* Work request *
Search the data for the string "const" and copy each line in which it appears.

**********

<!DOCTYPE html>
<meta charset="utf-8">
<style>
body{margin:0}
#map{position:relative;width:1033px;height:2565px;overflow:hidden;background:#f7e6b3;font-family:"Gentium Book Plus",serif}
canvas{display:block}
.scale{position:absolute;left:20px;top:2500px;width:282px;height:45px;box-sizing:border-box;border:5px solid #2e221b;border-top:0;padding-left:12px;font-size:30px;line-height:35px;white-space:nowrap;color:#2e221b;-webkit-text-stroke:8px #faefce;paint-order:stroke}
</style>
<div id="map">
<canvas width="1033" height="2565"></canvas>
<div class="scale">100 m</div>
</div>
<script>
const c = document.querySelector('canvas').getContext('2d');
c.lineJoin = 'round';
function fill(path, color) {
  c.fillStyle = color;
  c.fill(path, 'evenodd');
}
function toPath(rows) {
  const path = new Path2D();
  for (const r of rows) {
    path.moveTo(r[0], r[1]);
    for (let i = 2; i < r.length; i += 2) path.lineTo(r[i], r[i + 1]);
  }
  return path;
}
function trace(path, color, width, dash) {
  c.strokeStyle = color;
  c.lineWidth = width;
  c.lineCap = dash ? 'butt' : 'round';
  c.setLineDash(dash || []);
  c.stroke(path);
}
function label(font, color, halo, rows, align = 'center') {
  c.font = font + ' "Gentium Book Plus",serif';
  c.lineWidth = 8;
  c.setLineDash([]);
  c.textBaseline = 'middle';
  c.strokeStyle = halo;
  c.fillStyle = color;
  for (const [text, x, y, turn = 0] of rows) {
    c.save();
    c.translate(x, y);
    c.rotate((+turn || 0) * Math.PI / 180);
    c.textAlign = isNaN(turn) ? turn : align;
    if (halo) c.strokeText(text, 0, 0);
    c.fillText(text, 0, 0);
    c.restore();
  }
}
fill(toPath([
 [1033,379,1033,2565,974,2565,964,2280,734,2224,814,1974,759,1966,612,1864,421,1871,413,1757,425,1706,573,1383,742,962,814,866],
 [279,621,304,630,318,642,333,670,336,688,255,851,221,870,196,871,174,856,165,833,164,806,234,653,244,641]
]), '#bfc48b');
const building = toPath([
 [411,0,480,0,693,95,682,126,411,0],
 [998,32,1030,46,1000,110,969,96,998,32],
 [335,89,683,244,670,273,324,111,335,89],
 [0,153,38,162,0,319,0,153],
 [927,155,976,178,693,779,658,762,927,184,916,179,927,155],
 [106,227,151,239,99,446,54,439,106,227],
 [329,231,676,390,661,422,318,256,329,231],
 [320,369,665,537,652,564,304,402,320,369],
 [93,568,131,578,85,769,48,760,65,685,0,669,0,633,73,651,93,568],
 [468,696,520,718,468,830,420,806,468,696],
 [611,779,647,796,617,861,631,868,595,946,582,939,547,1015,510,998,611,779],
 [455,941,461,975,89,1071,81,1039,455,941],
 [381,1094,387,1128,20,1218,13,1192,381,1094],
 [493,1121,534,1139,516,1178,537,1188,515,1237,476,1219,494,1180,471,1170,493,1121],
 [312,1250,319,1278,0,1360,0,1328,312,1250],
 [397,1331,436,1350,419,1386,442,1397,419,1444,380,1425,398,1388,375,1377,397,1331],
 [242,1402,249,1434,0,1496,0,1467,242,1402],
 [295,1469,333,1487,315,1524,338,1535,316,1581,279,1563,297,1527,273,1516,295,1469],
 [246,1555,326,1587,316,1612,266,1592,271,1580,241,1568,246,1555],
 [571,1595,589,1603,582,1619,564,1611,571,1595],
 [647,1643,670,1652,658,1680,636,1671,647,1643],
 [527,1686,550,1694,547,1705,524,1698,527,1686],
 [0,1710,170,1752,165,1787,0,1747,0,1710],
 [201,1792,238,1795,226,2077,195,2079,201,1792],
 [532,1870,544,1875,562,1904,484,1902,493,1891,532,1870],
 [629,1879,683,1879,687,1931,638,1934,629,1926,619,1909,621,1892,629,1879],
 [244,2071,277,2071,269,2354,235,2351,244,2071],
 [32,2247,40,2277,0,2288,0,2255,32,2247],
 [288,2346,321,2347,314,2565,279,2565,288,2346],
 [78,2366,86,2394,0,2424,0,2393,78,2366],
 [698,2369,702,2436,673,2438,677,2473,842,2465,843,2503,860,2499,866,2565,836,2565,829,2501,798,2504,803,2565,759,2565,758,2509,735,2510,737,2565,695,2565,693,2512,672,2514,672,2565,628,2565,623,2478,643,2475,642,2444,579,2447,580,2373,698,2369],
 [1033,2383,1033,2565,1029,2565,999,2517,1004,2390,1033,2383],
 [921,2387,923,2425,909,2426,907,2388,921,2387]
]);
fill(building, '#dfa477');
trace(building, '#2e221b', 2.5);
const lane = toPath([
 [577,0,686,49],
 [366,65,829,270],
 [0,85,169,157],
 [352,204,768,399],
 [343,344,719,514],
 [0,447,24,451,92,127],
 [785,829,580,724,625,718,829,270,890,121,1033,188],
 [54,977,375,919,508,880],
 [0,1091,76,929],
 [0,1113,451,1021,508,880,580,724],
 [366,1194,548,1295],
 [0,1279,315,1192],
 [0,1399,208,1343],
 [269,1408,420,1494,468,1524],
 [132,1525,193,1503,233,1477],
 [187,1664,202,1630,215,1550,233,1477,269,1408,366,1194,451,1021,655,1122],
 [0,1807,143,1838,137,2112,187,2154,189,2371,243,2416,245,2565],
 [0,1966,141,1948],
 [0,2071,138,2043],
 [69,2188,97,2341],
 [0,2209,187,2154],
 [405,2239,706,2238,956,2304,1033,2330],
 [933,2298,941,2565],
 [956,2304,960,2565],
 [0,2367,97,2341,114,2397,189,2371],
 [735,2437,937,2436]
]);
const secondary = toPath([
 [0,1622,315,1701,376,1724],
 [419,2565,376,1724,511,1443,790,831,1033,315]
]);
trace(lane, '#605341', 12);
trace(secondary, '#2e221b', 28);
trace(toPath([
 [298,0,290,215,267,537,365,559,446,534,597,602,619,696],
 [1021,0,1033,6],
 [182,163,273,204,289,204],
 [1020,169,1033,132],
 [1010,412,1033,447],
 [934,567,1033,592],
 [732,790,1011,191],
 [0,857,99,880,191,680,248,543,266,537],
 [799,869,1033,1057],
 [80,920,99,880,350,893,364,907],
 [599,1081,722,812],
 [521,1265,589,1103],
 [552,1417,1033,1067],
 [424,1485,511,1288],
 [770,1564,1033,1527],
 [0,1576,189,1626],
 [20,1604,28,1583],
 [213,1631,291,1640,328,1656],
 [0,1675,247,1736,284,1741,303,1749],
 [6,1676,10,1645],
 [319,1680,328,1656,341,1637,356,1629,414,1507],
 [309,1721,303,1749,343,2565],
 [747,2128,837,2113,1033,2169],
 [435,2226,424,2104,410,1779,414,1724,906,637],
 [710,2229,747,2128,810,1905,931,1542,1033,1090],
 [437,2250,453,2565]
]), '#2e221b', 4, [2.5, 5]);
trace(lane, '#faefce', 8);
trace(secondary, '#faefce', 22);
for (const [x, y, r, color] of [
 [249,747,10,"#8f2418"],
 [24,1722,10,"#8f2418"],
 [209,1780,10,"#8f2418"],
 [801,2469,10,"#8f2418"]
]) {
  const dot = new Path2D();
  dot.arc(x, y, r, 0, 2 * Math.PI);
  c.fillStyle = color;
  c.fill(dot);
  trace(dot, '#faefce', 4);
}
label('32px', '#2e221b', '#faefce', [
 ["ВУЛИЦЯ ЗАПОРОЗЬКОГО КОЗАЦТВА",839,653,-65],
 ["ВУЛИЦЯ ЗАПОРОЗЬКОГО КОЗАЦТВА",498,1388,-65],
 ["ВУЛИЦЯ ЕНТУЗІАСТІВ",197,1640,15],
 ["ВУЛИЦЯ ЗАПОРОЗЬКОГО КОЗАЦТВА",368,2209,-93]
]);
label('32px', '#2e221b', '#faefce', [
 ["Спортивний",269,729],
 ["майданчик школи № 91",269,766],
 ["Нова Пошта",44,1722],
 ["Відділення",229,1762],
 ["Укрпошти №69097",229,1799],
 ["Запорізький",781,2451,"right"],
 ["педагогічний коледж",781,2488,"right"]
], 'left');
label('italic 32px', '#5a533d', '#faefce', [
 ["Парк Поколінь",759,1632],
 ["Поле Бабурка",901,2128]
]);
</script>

**********

* Response for this exercise *
const c = document.querySelector('canvas').getContext('2d');
  const path = new Path2D();
  for (const r of rows) {
  for (const [text, x, y, turn = 0] of rows) {
const building = toPath([
const lane = toPath([
const secondary = toPath([
for (const [x, y, r, color] of [
  const dot = new Path2D();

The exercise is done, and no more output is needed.